3. Qualitative enzymatische Tests

  1. Qualitativer ligninolytischer Enzym kolorimetrischer Test.
    1. 27 g Kartoffeldextrosebrühe (PD) und 15 g Agar in 1 L entionisiertes Wasser geben und 20 min bei 121 °C (PDA) autoklavieren.
    2. Wenn das Medium etwas abgekühlt ist, aber immer noch flüssig ist, fügen Sie Gallussäure (5 g / L) unter einer laminaren Flow-Haube hinzu und füllen Sie das Medium in Petrischalen auf.
    3. Die PDA + Gallussäureplatten werden mit jedem Pilzstamm beimpft und das Myzel aus den in Schritt 1.5.3 hergestellten Platten gesammelt. Arbeiten Sie an einem Bunsenbrenner oder unter einer Laminar-Flow-Haube, um eine Kontamination zu vermeiden.

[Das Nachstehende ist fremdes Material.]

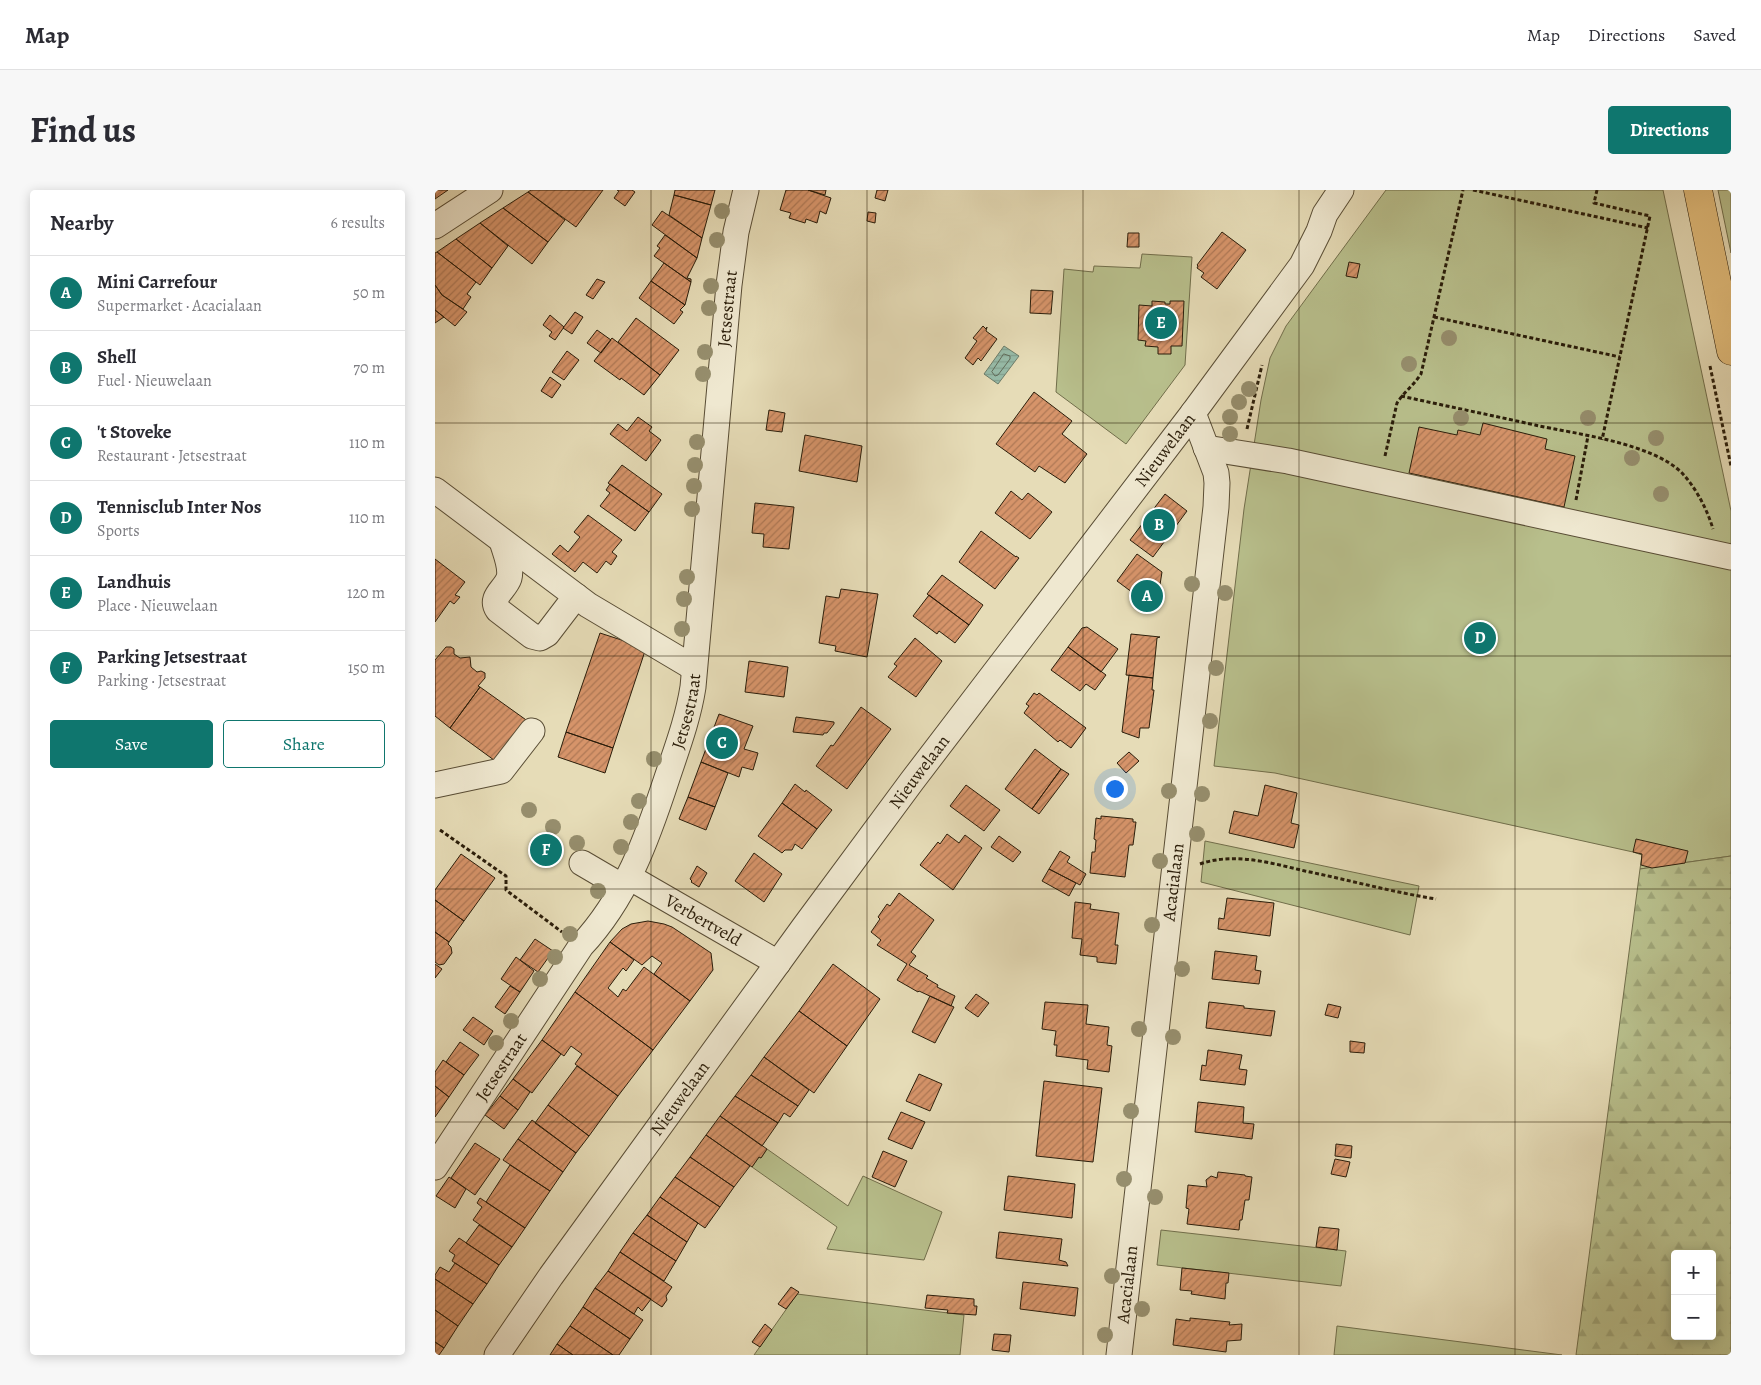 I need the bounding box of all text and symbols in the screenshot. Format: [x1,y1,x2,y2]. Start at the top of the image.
text: Map [25,19,69,51]
text: Map [1527,23,1560,47]
text: Directions [1588,23,1665,47]
text: Saved [1693,23,1736,47]
text: Find us [30,106,136,154]
button: Directions [1608,106,1731,154]
text: Nearby [50,209,113,237]
text: 6 results [331,212,385,234]
street label: Jetsestraat [712,268,743,348]
text: Mini Carrefour [97,269,217,295]
text: A [61,282,71,304]
text: 50 m [353,282,385,304]
text: Supermarket · Acacialaan [97,295,262,317]
pin: E [1145,304,1177,342]
text: Shell [97,344,136,370]
text: B [61,357,71,379]
text: 70 m [353,357,385,379]
text: Fuel · Nieuwelaan [97,370,212,392]
street label: Nieuwelaan [1129,408,1201,492]
text: 't Stoveke [97,419,172,445]
text: C [61,432,71,454]
text: 110 m [349,432,385,454]
text: Restaurant · Jetsestraat [97,445,247,467]
text: Tennisclub Inter Nos [97,494,262,520]
pin: B [1143,506,1175,544]
text: D [60,507,72,529]
text: 110 m [349,507,385,529]
text: Sports [97,520,140,542]
text: Landhuis [97,569,171,595]
pin: A [1131,577,1163,615]
text: E [61,582,71,604]
text: 120 m [347,582,385,604]
text: Place · Nieuwelaan [97,595,218,617]
pin: D [1464,619,1496,657]
text: Parking Jetsestraat [97,644,247,670]
text: F [62,657,70,679]
text: 150 m [348,657,385,679]
text: Parking · Jetsestraat [97,670,226,692]
street label: Jetsestraat [666,672,706,752]
button: Save [50,720,213,768]
button: Share [223,720,385,768]
pin: C [706,724,738,762]
street label: Nieuwelaan [883,730,955,814]
your location [1102,776,1128,802]
pin: F [530,831,562,869]
street label: Acacialaan [1157,842,1189,923]
street label: Verbertveld [660,888,746,952]
street label: Jetsestraat [470,1028,532,1106]
street label: Nieuwelaan [644,1056,715,1141]
street label: Acacialaan [1111,1244,1143,1326]
map controls [1671,1250,1716,1340]
button: + [1671,1250,1716,1295]
button: − [1671,1295,1716,1340]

    4. Als Negativkontrollen Petrischalen nur mit PDA (keine Gallussäure) zubereiten und mit den Pilzstämmen (eine für jeden Pilzstamm) sowie einer Petrischale mit PDA + Gallussäure und ohne Pilzimpfung impfen.

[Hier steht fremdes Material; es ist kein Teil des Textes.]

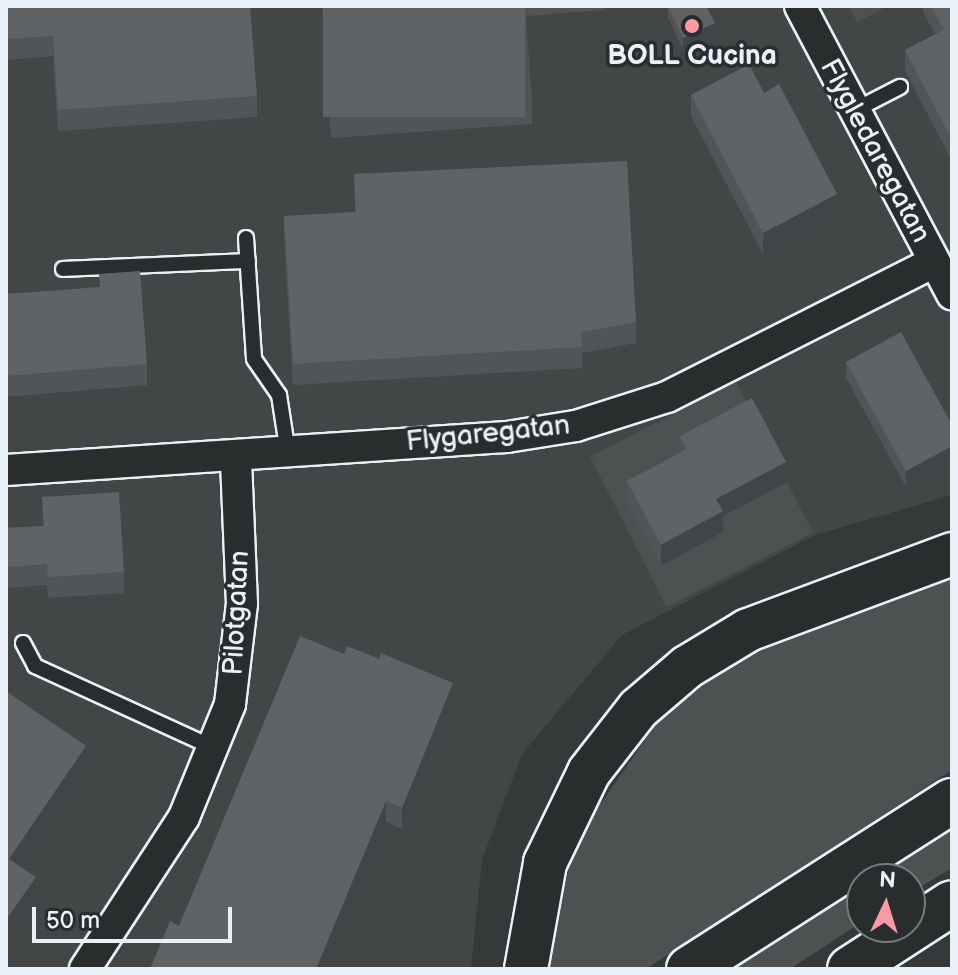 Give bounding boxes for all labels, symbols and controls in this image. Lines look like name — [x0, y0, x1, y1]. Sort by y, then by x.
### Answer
marker: BOLL Cucina — [683, 17, 701, 35]
place label: BOLL Cucina — [607, 39, 777, 73]
street label: Flygledaregatan — [812, 53, 938, 249]
street label: Flygaregatan — [404, 409, 572, 459]
street label: Pilotgatan — [217, 550, 257, 676]
north arrow — [846, 863, 926, 943]
text: N — [878, 867, 897, 895]
scale bar — [36, 891, 236, 941]
text: 50 m — [46, 906, 100, 935] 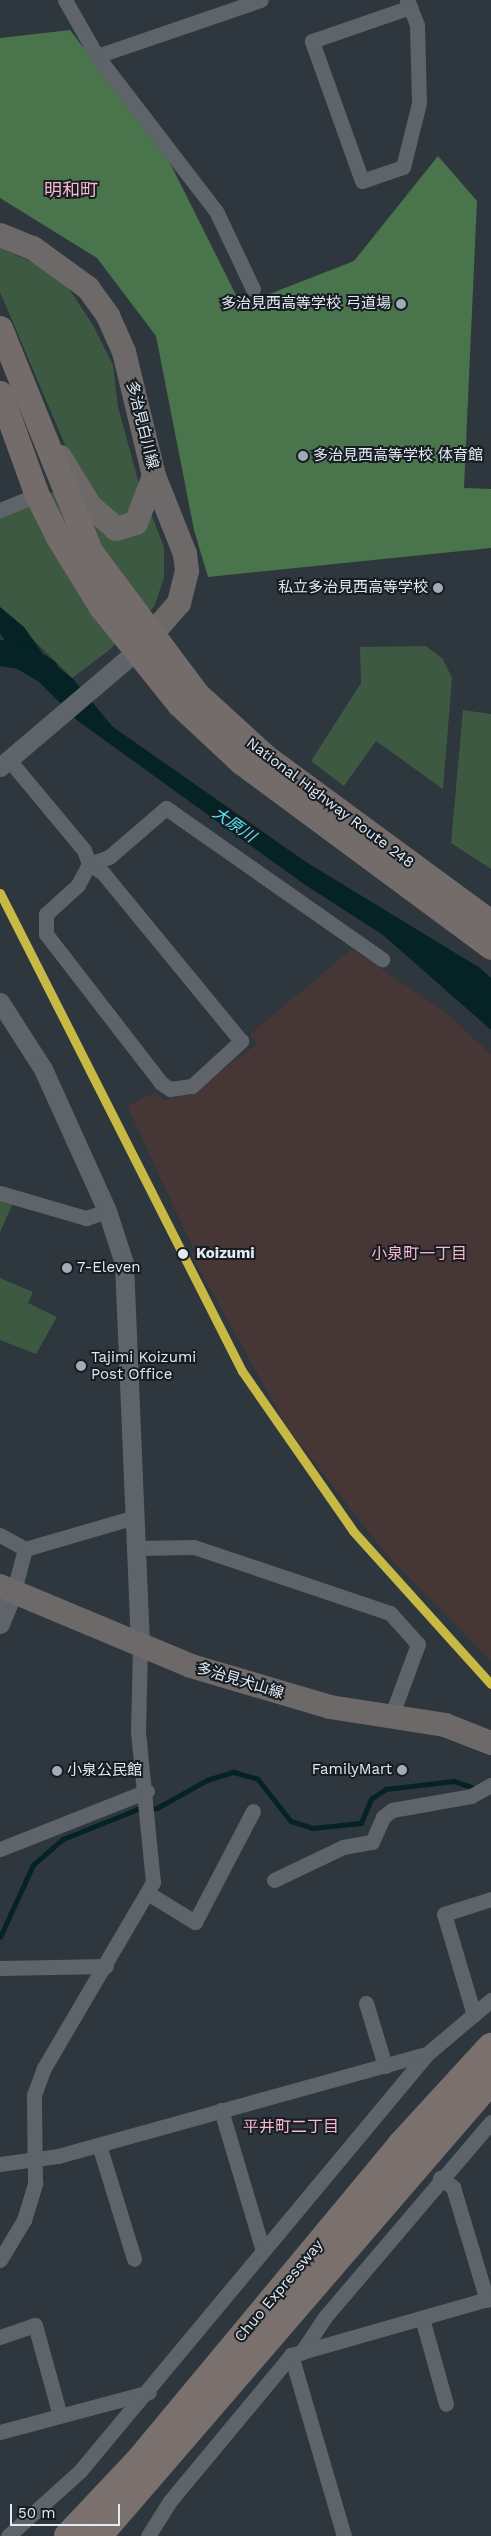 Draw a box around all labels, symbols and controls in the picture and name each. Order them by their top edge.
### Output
district label: 明和町 [44,179,98,201]
place label: 多治見西高等学校 弓道場 [221,295,391,313]
marker: 多治見西高等学校 弓道場 [395,298,407,310]
street label: 多治見白川線 [122,379,162,471]
place label: 多治見西高等学校 体育館 [313,447,483,465]
marker: 多治見西高等学校 体育館 [297,450,309,462]
place label: 私立多治見西高等学校 [278,579,428,597]
marker: 私立多治見西高等学校 [432,582,444,594]
street label: National Highway Route 248 [242,734,418,872]
water label: 大原川 [209,803,259,847]
district label: 小泉町一丁目 [371,1244,467,1264]
marker: Koizumi [174,1245,192,1263]
place label: Koizumi [196,1245,255,1263]
place label: 7-Eleven [77,1259,141,1277]
marker: 7-Eleven [61,1262,73,1274]
place label: Tajimi Koizumi Post Office [91,1348,196,1383]
marker: Tajimi Koizumi Post Office [75,1360,87,1372]
street label: 多治見犬山線 [194,1659,286,1703]
place label: FamilyMart [312,1761,392,1779]
place label: 小泉公民館 [67,1762,142,1780]
marker: FamilyMart [396,1764,408,1776]
marker: 小泉公民館 [51,1765,63,1777]
district label: 平井町二丁目 [243,2117,339,2137]
street label: Chuo Expressway [231,2236,327,2346]
scale bar [12,2494,122,2526]
text: 50 m [18,2504,55,2522]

    5. Brüten Sie die Petrischalen bei 25 °C im Dunkeln aus und überprüfen Sie sie nach 7 Tagen ab dem Impfstoff.
  2. Qualitativer kolorimetrischer Laccase-Test.
    1. Geben Sie 27 g PD und 15 g Agar in 1 L entionisiertes Wasser und autoklavieren Sie es für 20 min bei 121 °C (PDA).
    2. Wenn das Medium etwas abgekühlt ist, aber immer noch flüssig ist, Guaiacol (400 μL/L) unter eine laminare Haube geben und in Petrischalen geben.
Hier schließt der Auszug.